EPA Method 1631 for the determination of ultra-trace mercury was developed, co-authored, and validated by Frontier GeoSciences. Upon receipt, the FSTM traps are leached of mercury using hot-refluxing HNO₃/H₂SO₄and oxidized with a 0.01 N BrCl solution. An aliquot of the leachate is placed in a sparging vessel with SnCl₂ to reduce the mercury to volatile species and purged with a stream of dry nitrogen onto a gold trap which is placed in an analytical train.
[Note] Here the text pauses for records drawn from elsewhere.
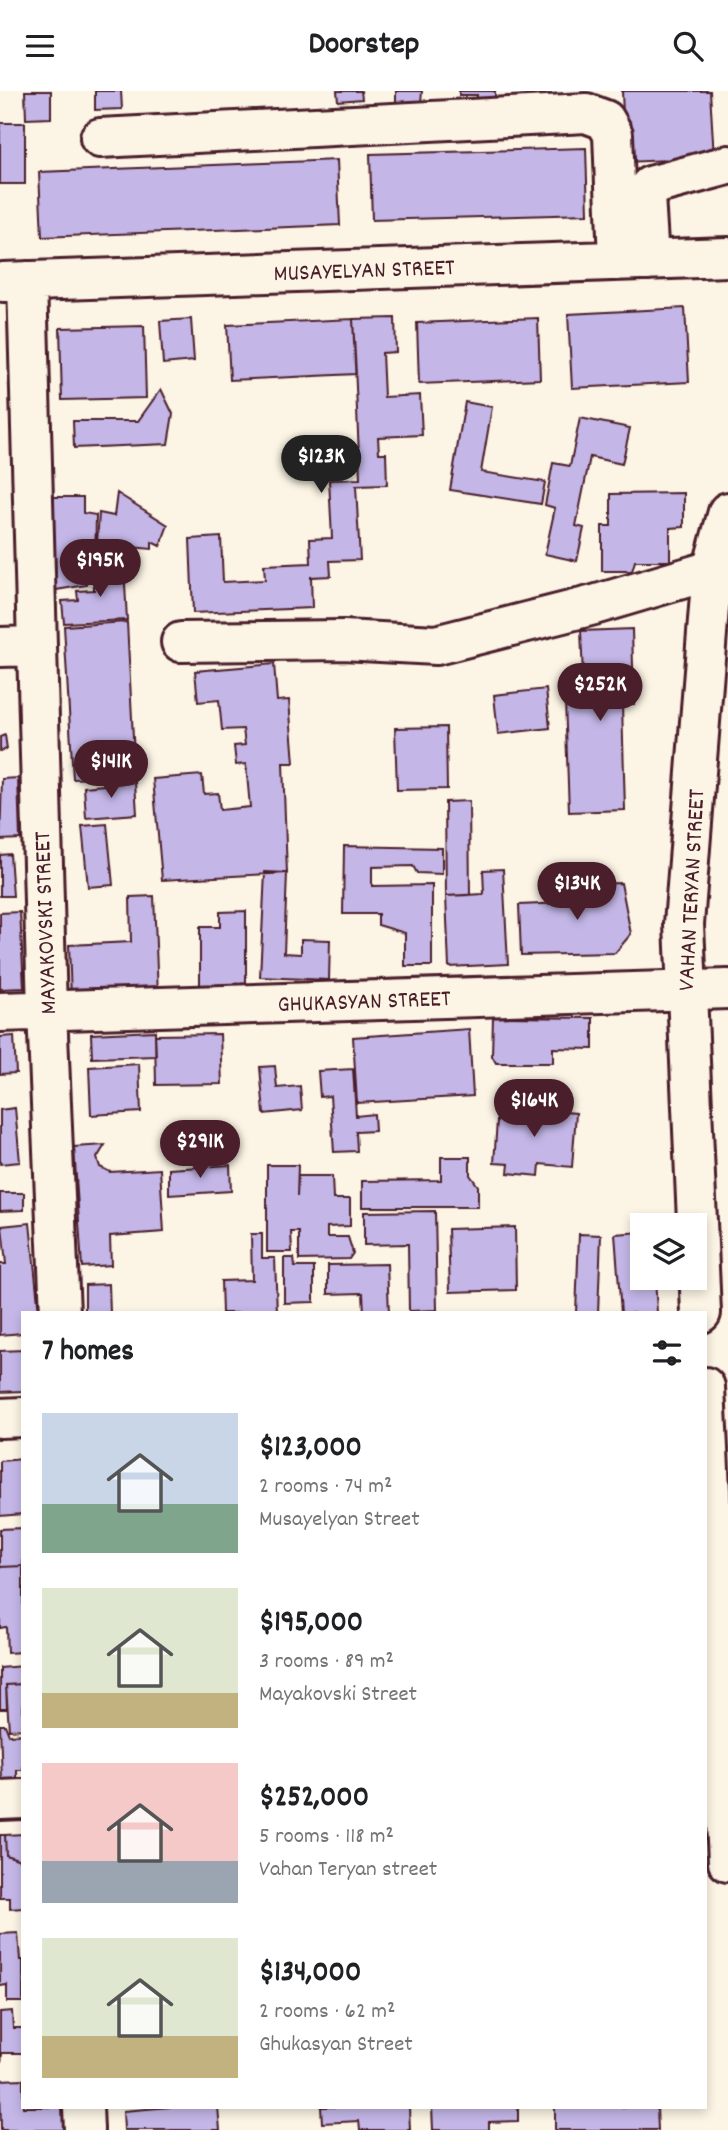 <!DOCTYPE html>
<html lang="en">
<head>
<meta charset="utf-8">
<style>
  :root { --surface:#fff; --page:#f2f2f2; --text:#202124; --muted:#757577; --accent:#4a1f2b }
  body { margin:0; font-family:Dekko,sans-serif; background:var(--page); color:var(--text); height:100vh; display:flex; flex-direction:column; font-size:26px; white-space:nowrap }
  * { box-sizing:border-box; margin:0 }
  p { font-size:23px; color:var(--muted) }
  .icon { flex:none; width:38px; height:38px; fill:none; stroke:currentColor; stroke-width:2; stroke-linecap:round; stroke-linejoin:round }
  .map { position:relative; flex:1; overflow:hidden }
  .drawer { position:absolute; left:21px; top:1220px; width:686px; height:798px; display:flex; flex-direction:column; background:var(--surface); border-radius:0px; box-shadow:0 4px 10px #0003 }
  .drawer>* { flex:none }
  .controls { position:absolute; left:630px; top:1122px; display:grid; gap:14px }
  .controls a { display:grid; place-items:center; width:77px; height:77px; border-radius:0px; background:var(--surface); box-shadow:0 4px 10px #0003; font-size:35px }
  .price { position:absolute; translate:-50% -60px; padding:0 16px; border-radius:24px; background:var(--accent); color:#fff; font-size:23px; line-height:46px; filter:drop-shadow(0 2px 4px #0008) }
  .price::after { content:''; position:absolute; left:50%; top:42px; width:21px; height:16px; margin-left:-10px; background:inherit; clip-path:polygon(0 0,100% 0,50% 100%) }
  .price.on { background:#222; color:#fff }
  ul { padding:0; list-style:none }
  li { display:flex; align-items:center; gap:21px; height:175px; padding:0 21px }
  li span { display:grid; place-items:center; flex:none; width:196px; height:140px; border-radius:0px; color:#555 }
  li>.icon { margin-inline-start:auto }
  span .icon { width:84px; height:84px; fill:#fffc; stroke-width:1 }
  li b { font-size:30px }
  h2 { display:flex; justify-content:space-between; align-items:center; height:84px; padding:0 21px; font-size:30px }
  header { display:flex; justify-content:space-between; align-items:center; height:91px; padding:0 21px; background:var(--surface); font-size:32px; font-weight:700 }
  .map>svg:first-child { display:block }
  .building { fill:#c4b7e8; stroke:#4a1f2b; stroke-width:2 }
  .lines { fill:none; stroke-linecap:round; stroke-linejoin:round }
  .minor-casing { stroke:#4a1f2b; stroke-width:44 }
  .highway-casing { stroke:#4a1f2b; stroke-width:44 }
  .minor { stroke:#fcf5e5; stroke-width:38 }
  .highway { stroke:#fcf5e5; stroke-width:38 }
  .labels { text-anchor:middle; stroke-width:5; stroke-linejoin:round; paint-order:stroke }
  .street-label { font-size:24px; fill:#4a1f2b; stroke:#fcf5e5 }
</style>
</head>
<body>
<header><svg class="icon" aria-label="menu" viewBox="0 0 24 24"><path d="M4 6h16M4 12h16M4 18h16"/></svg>Doorstep<svg class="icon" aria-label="search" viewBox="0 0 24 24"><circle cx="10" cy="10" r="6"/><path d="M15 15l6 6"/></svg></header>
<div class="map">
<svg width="728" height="2039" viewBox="0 0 728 2039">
  <rect width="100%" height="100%" fill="#fcf5e5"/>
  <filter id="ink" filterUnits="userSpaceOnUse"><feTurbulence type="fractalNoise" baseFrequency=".0143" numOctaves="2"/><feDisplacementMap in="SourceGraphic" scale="14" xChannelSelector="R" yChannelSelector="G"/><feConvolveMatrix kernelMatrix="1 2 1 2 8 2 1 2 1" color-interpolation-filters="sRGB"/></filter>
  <g filter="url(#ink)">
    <!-- building -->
    <path class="building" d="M25,0H51V27L26,28Z
      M95,0H121L122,18L95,19Z
      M337,0H361L362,8L338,10Z
      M396,0H422L421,12H396Z
      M459,0H495V17H476L477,4H459Z
      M622,0H710L714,67L625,71Z
      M0,32H25V93H0Z
      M586,57L588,123L372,129L370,63Z
      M337,69L340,134L42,146L39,81Z
      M685,217L689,291L572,297L568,223Z
      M395,227L396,261L382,262L384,306L420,304L422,344L378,346L379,362H386L387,394L356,395L360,469L330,470L331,485L311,486L312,517L193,522L190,448L221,446L223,491L265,489L264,474L311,472L310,448L332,447L329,389L360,388L353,228Z
      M538,227L540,288L419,293L417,232Z
      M191,228L194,270L163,273L160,230Z
      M353,228L356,283L230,289L227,234Z
      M144,235L146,307L62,309L60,237Z
      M161,298L173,323L168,353L74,357L73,330H138Z
      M465,311L492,316L481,381L545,391L541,413L450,399Z
      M580,327L630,337L622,373L590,366L576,435L584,437L577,470L545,463L555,417L545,414L553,372L570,375Z
      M117,402L168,434L160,455L152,451V458L97,453L99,422L114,425Z
      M684,402V436L670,437V470H635L632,480H602V435H611V403Z
      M52,406H83V422L96,424L95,473L89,475L87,494L56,499Z
      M124,475L127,529L64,532L62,510L78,509L77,500L94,499V477Z
      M127,531L135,685L73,688L64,535Z
      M632,538L634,613H622L625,719L569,721L565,609L584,608L581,540Z
      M274,573L277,610L289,609L294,672H283L287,782L162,789L153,688L202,684L204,703L218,702L220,719L250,716L246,673L236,674L234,655L245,654L243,638L222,639L219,609L198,611L195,580Z
      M546,598L550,637L498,643L494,604Z
      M446,636L447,698L397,699L395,637Z
      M5,644L7,658L0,660V646Z
      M18,687L20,748L0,749L2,688Z
      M135,691L137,723L86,727L84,696Z
      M469,710L470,804L446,805L445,711Z
      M107,733L113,794L88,796L82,735Z
      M344,755L442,757V783L417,782L413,775L372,776V795L432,794V875H405V842L378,834V823H343Z
      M10,763L13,805H0V764Z
      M503,778L508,873L449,876L446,805L484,803L483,779Z
      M265,781L287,782L284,862L301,863V848L330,849L329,889L260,886Z
      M621,792L631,843L615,862L521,864L519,814L565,812L564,794Z
      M154,805L158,904L71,907L69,854L131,851L130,806Z
      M246,820V894H200V836H220V821Z
      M20,821L24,897L0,898V822Z
      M493,926L593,927V958L553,957V972H496L492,965Z
      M469,938L473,1005L357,1012L353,946Z
      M155,940L156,965L92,967L91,943Z
      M220,943L222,993L156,994L155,944Z
      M14,945L16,982L0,983V946Z
      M139,973L141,1021L91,1024L89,976Z
      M275,975L277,997L300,995L302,1019L264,1023L260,976Z
      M353,978L356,1025L374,1023L375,1040L356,1041L357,1060L334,1061L330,1005L320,1006L318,980Z
      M498,1015L576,1022L572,1076L540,1073L539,1085L508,1082L509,1073L494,1072Z
      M15,1017L20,1071L0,1073V1019Z
      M105,1054L97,1067L100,1076L110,1081L160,1078L164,1141L110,1145L111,1174L82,1176L74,1056Z
      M441,1066H470V1084L478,1095V1116H362V1090L441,1089Z
      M230,1074L231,1100L169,1104V1078Z
      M267,1074H298L297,1106L298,1085H332L333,1108H350V1135L327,1136V1146H348L353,1162L349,1168L299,1169V1141H291L292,1161H267Z
      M0,1102H24V1119L0,1120Z
      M435,1120L437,1219L409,1220L408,1153L364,1154V1121Z
      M30,1132L39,1222H23V1242L0,1244V1173H6L2,1135Z
      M515,1136L516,1199L450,1201L448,1138Z
      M642,1141V1186H655L657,1222H621L615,1143Z
      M251,1143H262V1167H275L277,1222H222L221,1190L252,1189Z
      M579,1143L601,1144L598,1222H576Z
      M284,1167H294L295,1176H314V1211L284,1212Z
      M387,1173L389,1222H364L363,1202L328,1203V1174Z
      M109,1193L110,1222H85V1194Z
      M23,1259V1300L0,1301V1260Z
      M23,1368V1423L0,1425V1370Z
      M23,1437V1475L0,1476V1438Z
      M23,1475V1561L7,1562L6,1536L0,1537V1476Z
      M23,1575V1593L6,1594L7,1618H0V1577Z
      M23,1593V1638L9,1639L6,1594Z
      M0,1634H5L9,1644L23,1643V1679H17V1690L2,1691Z
      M23,1743V1770L6,1764L5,1744Z
      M0,1744H5L6,1764L23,1770V1817L10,1818V1807H0Z
      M18,1842L20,1869H23V1911H7V1894L0,1895V1843Z
      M12,1920L13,1937H23V1962H2L0,1985V1921Z
      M23,1988V2016H70L71,2039H1L0,1989Z
      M170,2016H218L220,2039H124L123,2020Z
      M321,2016H409L410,2039H360L359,2030L322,2032Z
      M432,2016H518V2030L489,2031V2039H433Z
      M555,2016H657L658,2039H555Z"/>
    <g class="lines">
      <defs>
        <path id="minor" d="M100,47L586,22L605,29L613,43L618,170
          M649,169L645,105L650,95L728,74
          M27,190L47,920L60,1222
          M3,191L728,166
          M181,551L343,549L436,554L594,514L712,479
          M0,556L36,555
          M0,921L728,898
          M0,1327L23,1326
          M0,1709L23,1708
          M83,2016L84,2039"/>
        <path id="highway" d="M701,1222L684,833L712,479L728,421
          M705,1296L728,1771"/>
      </defs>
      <!-- minor casing -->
      <use href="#minor" class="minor-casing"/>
      <!-- highway casing -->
      <use href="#highway" class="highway-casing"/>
      <!-- minor -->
      <use href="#minor" class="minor"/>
      <!-- highway -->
      <use href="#highway" class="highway"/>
    </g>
  </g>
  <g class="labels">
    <!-- street labels -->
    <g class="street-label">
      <text transform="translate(364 178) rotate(-2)" y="8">MUSAYELYAN STREET</text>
      <text transform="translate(690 799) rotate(-87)" y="8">VAHAN TERYAN STREET</text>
      <text transform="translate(44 832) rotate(-92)" y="8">MAYAKOVSKI STREET</text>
      <text transform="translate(364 909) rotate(-2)" y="8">GHUKASYAN STREET</text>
    </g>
  </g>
</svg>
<div class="controls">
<a><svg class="icon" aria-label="layers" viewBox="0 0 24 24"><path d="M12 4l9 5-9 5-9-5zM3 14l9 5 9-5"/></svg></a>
</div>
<b class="price on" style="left:321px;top:404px">$123K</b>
<b class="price" style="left:100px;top:508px">$195K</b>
<b class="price" style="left:600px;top:632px">$252K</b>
<b class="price" style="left:111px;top:709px">$141K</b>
<b class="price" style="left:577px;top:831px">$134K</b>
<b class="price" style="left:534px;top:1048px">$164K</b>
<b class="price" style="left:200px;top:1089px">$291K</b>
<section class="drawer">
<h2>7 homes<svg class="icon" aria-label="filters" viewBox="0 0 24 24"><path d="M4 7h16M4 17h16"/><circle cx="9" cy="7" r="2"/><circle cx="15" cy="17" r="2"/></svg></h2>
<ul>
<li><span style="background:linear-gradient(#c9d6e8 65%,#7fa58c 0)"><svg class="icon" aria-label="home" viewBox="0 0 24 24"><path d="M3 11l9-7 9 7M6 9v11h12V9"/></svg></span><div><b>$123,000</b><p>2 rooms · 74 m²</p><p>Musayelyan Street</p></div></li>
<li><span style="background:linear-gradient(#dfe7d0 75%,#c2b280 0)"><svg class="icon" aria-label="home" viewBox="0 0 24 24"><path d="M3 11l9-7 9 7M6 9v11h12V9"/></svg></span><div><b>$195,000</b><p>3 rooms · 89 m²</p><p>Mayakovski Street</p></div></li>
<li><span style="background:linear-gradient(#f6c9c9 70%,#9aa5b1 0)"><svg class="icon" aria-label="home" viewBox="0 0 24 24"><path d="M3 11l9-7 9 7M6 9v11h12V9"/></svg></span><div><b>$252,000</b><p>5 rooms · 118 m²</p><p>Vahan Teryan street</p></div></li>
<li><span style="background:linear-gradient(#dfe7d0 70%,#c2b280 0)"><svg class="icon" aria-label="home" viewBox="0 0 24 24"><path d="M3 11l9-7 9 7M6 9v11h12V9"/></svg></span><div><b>$134,000</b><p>2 rooms · 62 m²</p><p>Ghukasyan Street</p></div></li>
</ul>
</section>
</div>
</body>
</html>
Via thermal desorption, mercury is captured by an analytical gold trap which is then heated to release the mercury for measurement by cold vapor atomic fluorescence spectroscopy (CVAFS).

Frontier GeoSciences also possesses the capability to measure the concentration of elemental mercury in the field in real time. The Lumex RA915+ Elemental Gaseous Mercury analyzer has been used to characterize fugitive landfill emissions across the country. We have performed sweeps across landfill grounds to determine if and where elemental mercury emissions occur. Measurements are performed across both the active and closed areas of the landfill including leachate ponds, groundwater holding ponds, and drainage ditches.

Data is recorded as three ten-second averages with an average value for the entire thirty-second period. In addition to these capabilities, the Lumex can be set up to determine mercury fluctuations from a single area over a long period. This is useful in the study of a single location such as a transfer station where the potential for mercury emissions is high. It is also possible to configure the instrument to determine complex flux measurements, allowing the calculation of the rate of mercury emission from a given point source.